Lost Spirits, Terressentia, and Cleveland Whiskey have all experienced backlash against their processes, ranging from angry internet naysayers to cease and desist letters to, in one case, actual threats and intimidation from rival distillers. But they are undeterred. Whisky, they say, will continue to move forward, the way it always has. Even distillers who champion tradition in their marketing are looking for ways to create better whisky for their customers. And customers are buying these whiskies. Hewlette notes that Terressentia’s private-label business consistently grows 5 to 10 percent a year.
The numbers alone point to widespread acceptance. A 2016 fundraising period for Cleveland Whiskey netted $711,000 from 951 investors around the world. In 2017, Terressentia processed enough whiskey using TerrePURE to fill almost two million bottles—equivalent to about 80 percent of its entire business. The company first turned a profit in 2015, and generated $26 million in revenue last year, according to Hewlette. It is in discussions to implement TerrePURE for distillers in South Africa, Canada, India, and even Scotland, and already processes whiskey for clients in Kentucky.
The taste profile that we’re creating might be similar to a more aged product, but we can’t accelerate the aging process. All we can do is filter away things that aging filters away.
Last December, O.Z. Tyler Distillery became a heritage member of the Kentucky Distillers Association (KDA). The membership gives Terressentia a seat on the KDA board of directors and positions it as a peer to Kentucky distilling giants like Beam Suntory, Brown-Forman, and Heaven Hill. This year, O.Z. Tyler plans to expand its facilities to a capacity of 100,000 barrels—only slightly smaller than Wild Turkey—and it’s already contract-distilling whiskey for numerous other brands, though not all of that distillate is processed using TerrePURE.
Davis’ small-scale Lost Spirits Distillery in Los Angeles produces about 36,000 bottles of ‘whisky’ and rum a year, acting as a showcase for the technology. The real business, funded by private equity, is taking place in the vast laboratory behind it. There, Davis and a team of scientists and engineers are working to scale up the reactors for several mid-sized distillery clients, all located abroad and making a variety of spirits, including whisky. “The primary application in the real world is for [blending stocks],” Davis says. “Just to add 5 percent of something that would bump up the richness and texture and character. That’s probably how it will end up being used.”
Evolution and Adoption
In the big picture, Cleveland, Terressentia, and Lost Spirits are pretty small potatoes (and non-disclosure agreements prevent them from revealing their growing client lists), but at least one major distiller is openly embracing new methods for making whiskey. Last November, Edrington Group—the owner of the Macallan, Highland Park, and Glenrothes scotch distilleries—began selling Relativity American whiskey and Noble Oak bourbon in test markets. The whiskeys are sourced from MGP Distillery, aged for 6 and 12 months in barrels, respectively, and then put through a proprietary heat and pressure process using oak staves. The process was developed by Brain Brew Ventures, a research and development arm of innovation engineering firm Eureka! Ranch.

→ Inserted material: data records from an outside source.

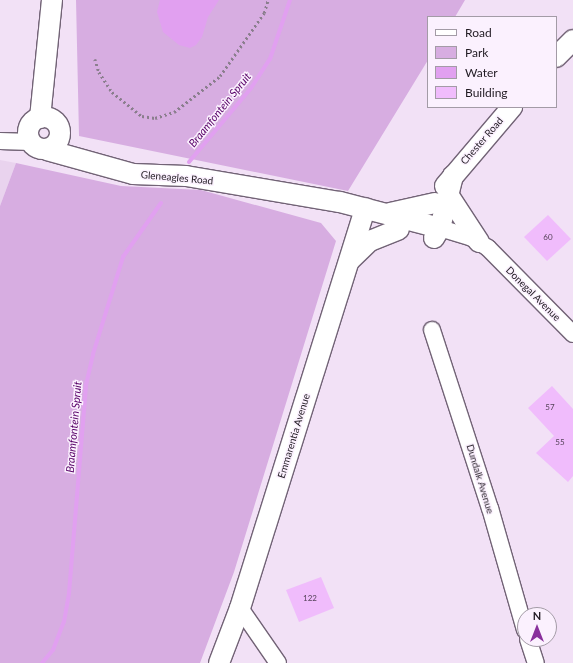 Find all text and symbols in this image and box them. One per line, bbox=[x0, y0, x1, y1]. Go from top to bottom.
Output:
legend bbox=[427, 16, 557, 108]
text: Road bbox=[465, 25, 492, 40]
text: Park bbox=[465, 45, 488, 60]
text: Water bbox=[465, 65, 498, 80]
water label: Braamfontein Spruit bbox=[186, 70, 254, 150]
text: Building bbox=[465, 85, 508, 100]
street label: Chester Road bbox=[458, 115, 506, 167]
street label: Gleneagles Road bbox=[140, 169, 214, 187]
house number: 60 bbox=[543, 233, 553, 243]
street label: Donegal Avenue bbox=[503, 264, 563, 324]
water label: Braamfontein Spruit bbox=[63, 381, 85, 473]
street label: Emmarentia Avenue bbox=[275, 392, 313, 480]
house number: 57 bbox=[545, 403, 555, 413]
house number: 55 bbox=[555, 438, 565, 448]
street label: Dundalk Avenue bbox=[464, 443, 496, 515]
house number: 122 bbox=[303, 594, 317, 604]
north arrow bbox=[517, 607, 557, 647]
text: N bbox=[533, 609, 541, 622] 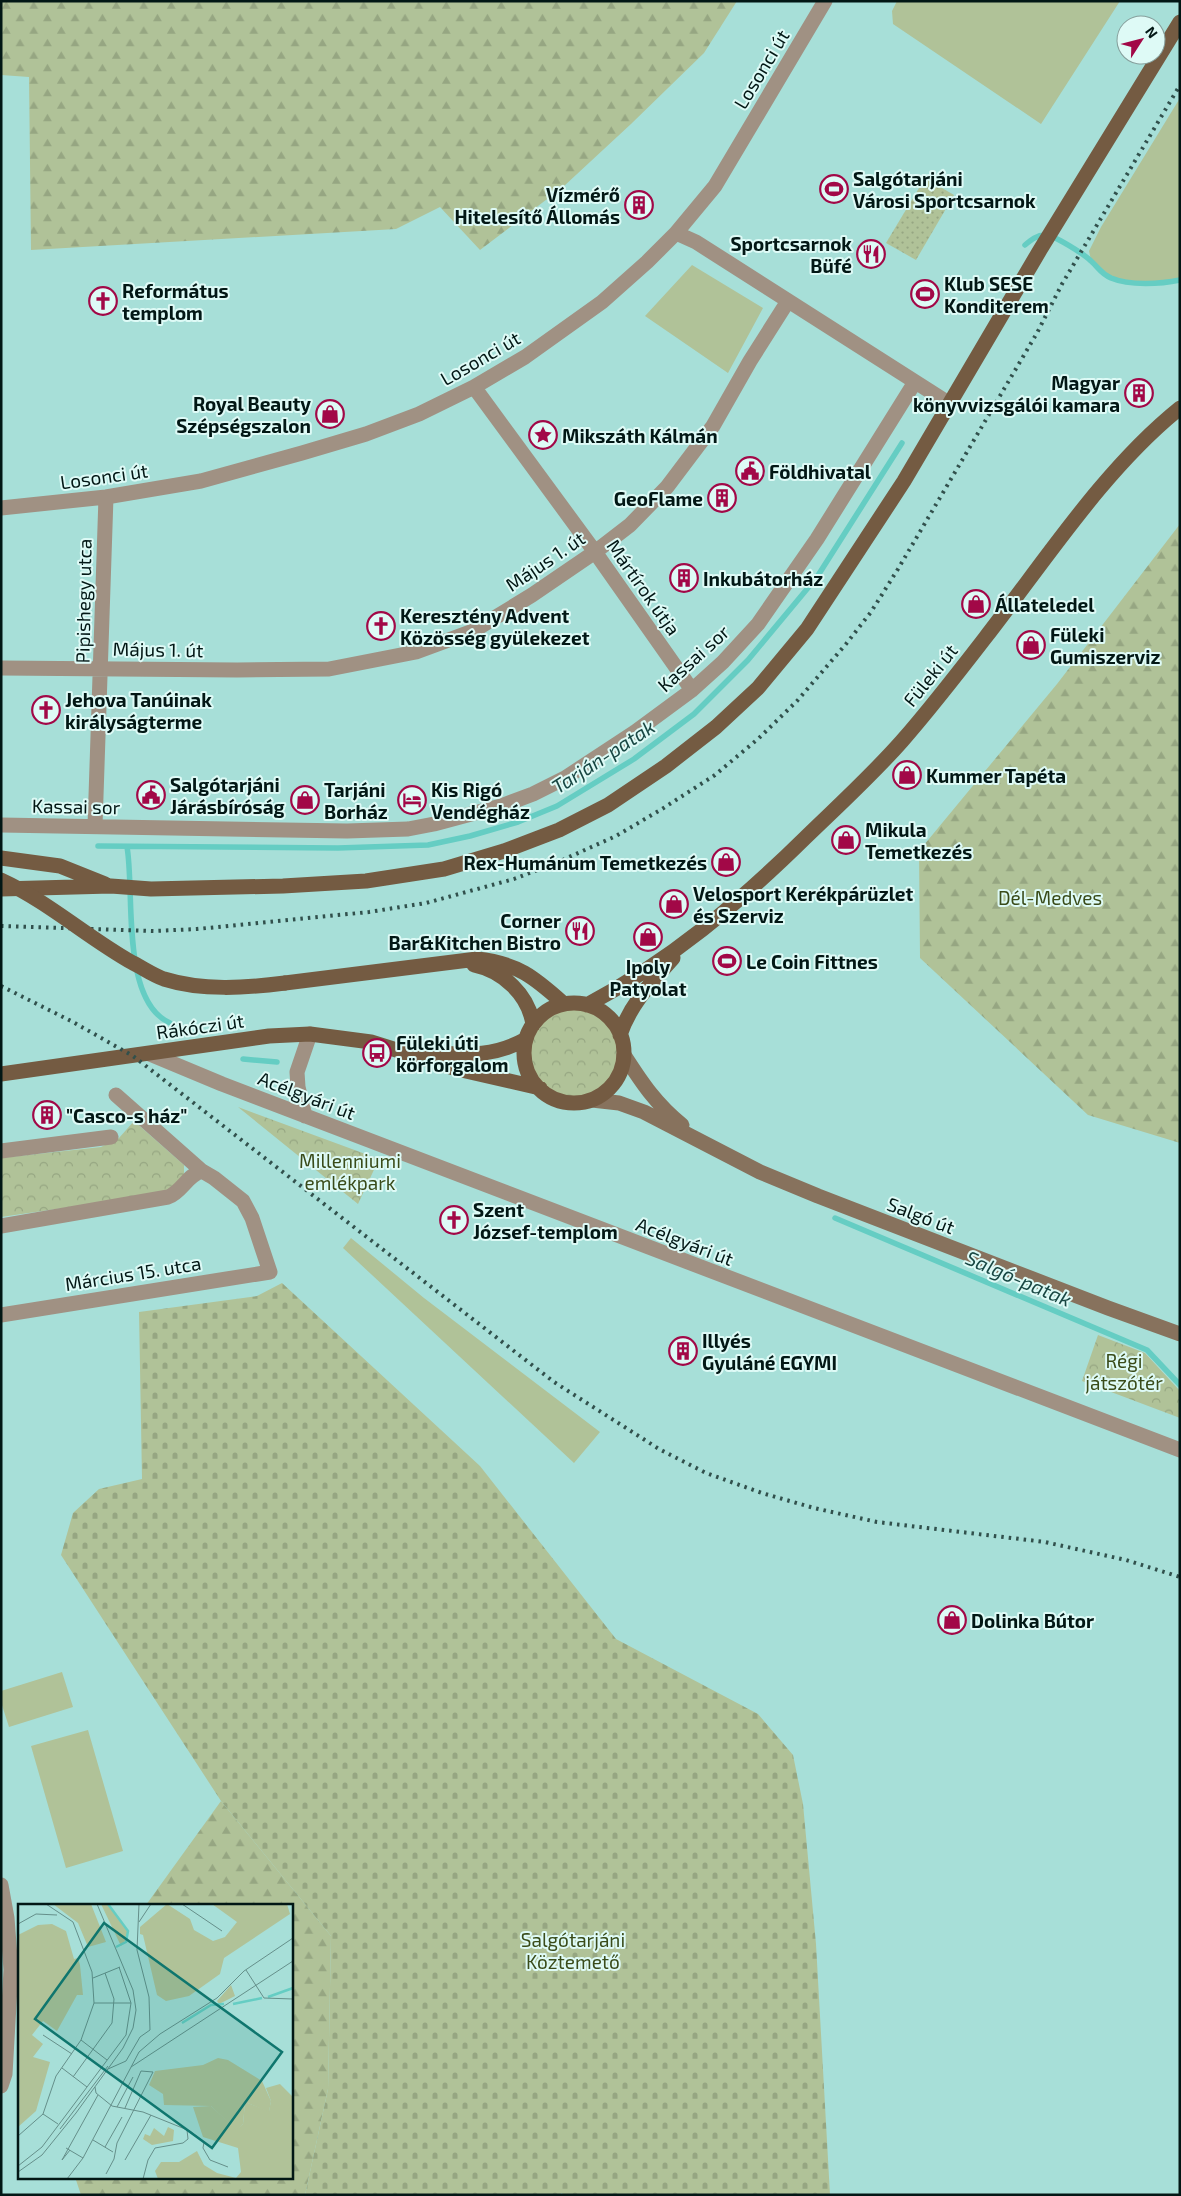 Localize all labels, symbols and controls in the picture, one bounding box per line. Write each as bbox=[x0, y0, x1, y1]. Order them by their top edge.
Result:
north arrow bbox=[1116, 15, 1166, 65]
text: N bbox=[1142, 23, 1162, 41]
street label: Losonci út bbox=[728, 25, 794, 113]
place label: Salgótarjáni Városi Sportcsarnok bbox=[853, 167, 1036, 212]
sports icon: Salgótarjáni Városi Sportcsarnok bbox=[819, 174, 849, 204]
place label: Vízmérő Hitelesítő Állomás bbox=[454, 183, 620, 228]
building icon: Vízmérő Hitelesítő Állomás bbox=[624, 190, 654, 220]
place label: Sportcsarnok Büfé bbox=[730, 232, 852, 277]
restaurant icon: Sportcsarnok Büfé bbox=[856, 239, 886, 269]
place label: Klub SESE Konditerem bbox=[944, 272, 1049, 317]
place label: Református templom bbox=[122, 279, 229, 324]
sports icon: Klub SESE Konditerem bbox=[910, 279, 940, 309]
church icon: Református templom bbox=[88, 286, 118, 316]
street label: Losonci út bbox=[436, 326, 524, 390]
place label: Magyar könyvvizsgálói kamara bbox=[913, 371, 1120, 417]
building icon: Magyar könyvvizsgálói kamara bbox=[1124, 378, 1154, 408]
place label: Royal Beauty Szépségszalon bbox=[176, 392, 311, 437]
shop icon: Royal Beauty Szépségszalon bbox=[315, 399, 345, 429]
place icon: Mikszáth Kálmán bbox=[528, 420, 558, 450]
place label: Mikszáth Kálmán bbox=[562, 424, 718, 447]
public building icon: Földhivatal bbox=[735, 456, 765, 486]
street label: Losonci út bbox=[59, 458, 149, 494]
place label: Földhivatal bbox=[769, 460, 872, 483]
building icon: GeoFlame bbox=[707, 483, 737, 513]
place label: GeoFlame bbox=[614, 487, 703, 510]
street label: Május 1. út bbox=[501, 526, 589, 596]
street label: Mártírok útja bbox=[603, 535, 685, 639]
street label: Pipishegy utca bbox=[70, 538, 96, 664]
building icon: Inkubátorház bbox=[669, 563, 699, 593]
place label: Inkubátorház bbox=[703, 567, 823, 590]
shop icon: Állateledel bbox=[961, 589, 991, 619]
place label: Állateledel bbox=[995, 593, 1095, 616]
place label: Keresztény Advent Közösség gyülekezet bbox=[400, 604, 590, 650]
church icon: Keresztény Advent Közösség gyülekezet bbox=[366, 611, 396, 641]
street label: Kassai sor bbox=[652, 620, 734, 696]
place label: Füleki Gumiszerviz bbox=[1050, 623, 1160, 668]
shop icon: Füleki Gumiszerviz bbox=[1016, 630, 1046, 660]
street label: Május 1. út bbox=[112, 637, 204, 661]
street label: Füleki út bbox=[898, 639, 962, 711]
place label: Jehova Tanúinak királyságterme bbox=[65, 688, 212, 734]
church icon: Jehova Tanúinak királyságterme bbox=[31, 695, 61, 725]
water label: Tarján-patak bbox=[547, 714, 659, 798]
shop icon: Kummer Tapéta bbox=[892, 760, 922, 790]
place label: Kummer Tapéta bbox=[926, 764, 1066, 787]
place label: Salgótarjáni Járásbíróság bbox=[170, 773, 285, 818]
place label: Tarjáni Borház bbox=[324, 778, 388, 823]
place label: Kis Rigó Vendégház bbox=[431, 778, 530, 823]
public building icon: Salgótarjáni Járásbíróság bbox=[136, 780, 166, 810]
shop icon: Tarjáni Borház bbox=[290, 785, 320, 815]
hotel icon: Kis Rigó Vendégház bbox=[397, 785, 427, 815]
street label: Kassai sor bbox=[32, 794, 121, 818]
place label: Mikula Temetkezés bbox=[865, 818, 972, 863]
shop icon: Mikula Temetkezés bbox=[831, 825, 861, 855]
shop icon: Rex-Humánum Temetkezés bbox=[711, 847, 741, 877]
place label: Rex-Humánum Temetkezés bbox=[464, 851, 707, 874]
place label: Velosport Kerékpárüzlet és Szerviz bbox=[693, 882, 914, 927]
park label: Dél-Medves bbox=[998, 886, 1102, 909]
shop icon: Velosport Kerékpárüzlet és Szerviz bbox=[659, 889, 689, 919]
place label: Corner Bar&Kitchen Bistro bbox=[388, 909, 561, 954]
restaurant icon: Corner Bar&Kitchen Bistro bbox=[565, 916, 595, 946]
shop icon: Ipoly Patyolat bbox=[633, 922, 663, 952]
sports icon: Le Coin Fittnes bbox=[712, 946, 742, 976]
place label: Le Coin Fittnes bbox=[746, 950, 878, 973]
place label: Ipoly Patyolat bbox=[610, 955, 687, 1001]
street label: Rákóczi út bbox=[155, 1008, 245, 1044]
place label: Füleki úti körforgalom bbox=[396, 1031, 508, 1076]
bus stop icon: Füleki úti körforgalom bbox=[362, 1038, 392, 1068]
street label: Acélgyári út bbox=[255, 1066, 359, 1124]
building icon: "Casco-s ház" bbox=[32, 1100, 62, 1130]
place label: "Casco-s ház" bbox=[66, 1104, 187, 1127]
park label: Millenniumi emlékpark bbox=[299, 1149, 401, 1194]
street label: Salgó út bbox=[884, 1192, 958, 1238]
place label: Szent József-templom bbox=[473, 1198, 618, 1243]
church icon: Szent József-templom bbox=[439, 1205, 469, 1235]
street label: Acélgyári út bbox=[633, 1212, 737, 1270]
water label: Salgó-patak bbox=[962, 1245, 1076, 1311]
street label: Március 15. utca bbox=[63, 1251, 203, 1295]
place label: Illyés Gyuláné EGYMI bbox=[702, 1329, 837, 1375]
building icon: Illyés Gyuláné EGYMI bbox=[668, 1336, 698, 1366]
park label: Régi játszótér bbox=[1085, 1349, 1163, 1394]
shop icon: Dolinka Bútor bbox=[937, 1605, 967, 1635]
place label: Dolinka Bútor bbox=[971, 1609, 1094, 1632]
inset map bbox=[18, 1904, 292, 2178]
park label: Salgótarjáni Köztemető bbox=[521, 1928, 625, 1973]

Relativity’s label refers to the process as “Compression Aged technology, which simulates the four seasons, providing us access to the full spectrum of flavor and smoothness once only accessible by prolonged aging.” Edrington USA senior vice president for marketing and innovation Jim Brennan describes it as a “finishing process” rather than an aging method, the same language used on Noble Oak’s label. While Edrington is currently the only major distiller openly touting a whiskey made with alternative methods, Brennan says, “Any company that is forward-looking needs to think about how technology or future trends might impact their business. I wouldn’t be surprised that other companies are looking at new ways of producing and creating whisky as time goes on.”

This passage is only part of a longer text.